Data excerpts START

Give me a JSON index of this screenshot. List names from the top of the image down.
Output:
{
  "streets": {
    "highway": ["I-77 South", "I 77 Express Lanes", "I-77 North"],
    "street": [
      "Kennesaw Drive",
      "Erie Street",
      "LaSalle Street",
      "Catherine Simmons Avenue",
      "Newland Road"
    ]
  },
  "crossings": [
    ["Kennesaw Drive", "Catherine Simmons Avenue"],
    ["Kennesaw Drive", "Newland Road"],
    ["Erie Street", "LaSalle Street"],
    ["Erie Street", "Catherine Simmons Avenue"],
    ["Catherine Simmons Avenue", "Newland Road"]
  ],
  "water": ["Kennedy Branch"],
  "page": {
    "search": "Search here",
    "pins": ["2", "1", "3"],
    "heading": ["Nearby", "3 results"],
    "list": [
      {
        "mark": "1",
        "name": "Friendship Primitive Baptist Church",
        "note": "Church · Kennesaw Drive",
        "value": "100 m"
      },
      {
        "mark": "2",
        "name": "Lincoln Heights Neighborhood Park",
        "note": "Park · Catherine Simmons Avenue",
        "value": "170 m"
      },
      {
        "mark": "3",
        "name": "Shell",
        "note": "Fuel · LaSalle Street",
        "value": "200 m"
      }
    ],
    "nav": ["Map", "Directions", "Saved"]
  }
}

Data excerpts END

Exercise details:
Every line of the material above should be set down again exactly.

Answer to this task:
Give me a JSON index of this screenshot. List names from the top of the image down.
Output:
{
  "streets": {
    "highway": ["I-77 South", "I 77 Express Lanes", "I-77 North"],
    "street": [
      "Kennesaw Drive",
      "Erie Street",
      "LaSalle Street",
      "Catherine Simmons Avenue",
      "Newland Road"
    ]
  },
  "crossings": [
    ["Kennesaw Drive", "Catherine Simmons Avenue"],
    ["Kennesaw Drive", "Newland Road"],
    ["Erie Street", "LaSalle Street"],
    ["Erie Street", "Catherine Simmons Avenue"],
    ["Catherine Simmons Avenue", "Newland Road"]
  ],
  "water": ["Kennedy Branch"],
  "page": {
    "search": "Search here",
    "pins": ["2", "1", "3"],
    "heading": ["Nearby", "3 results"],
    "list": [
      {
        "mark": "1",
        "name": "Friendship Primitive Baptist Church",
        "note": "Church · Kennesaw Drive",
        "value": "100 m"
      },
      {
        "mark": "2",
        "name": "Lincoln Heights Neighborhood Park",
        "note": "Park · Catherine Simmons Avenue",
        "value": "170 m"
      },
      {
        "mark": "3",
        "name": "Shell",
        "note": "Fuel · LaSalle Street",
        "value": "200 m"
      }
    ],
    "nav": ["Map", "Directions", "Saved"]
  }
}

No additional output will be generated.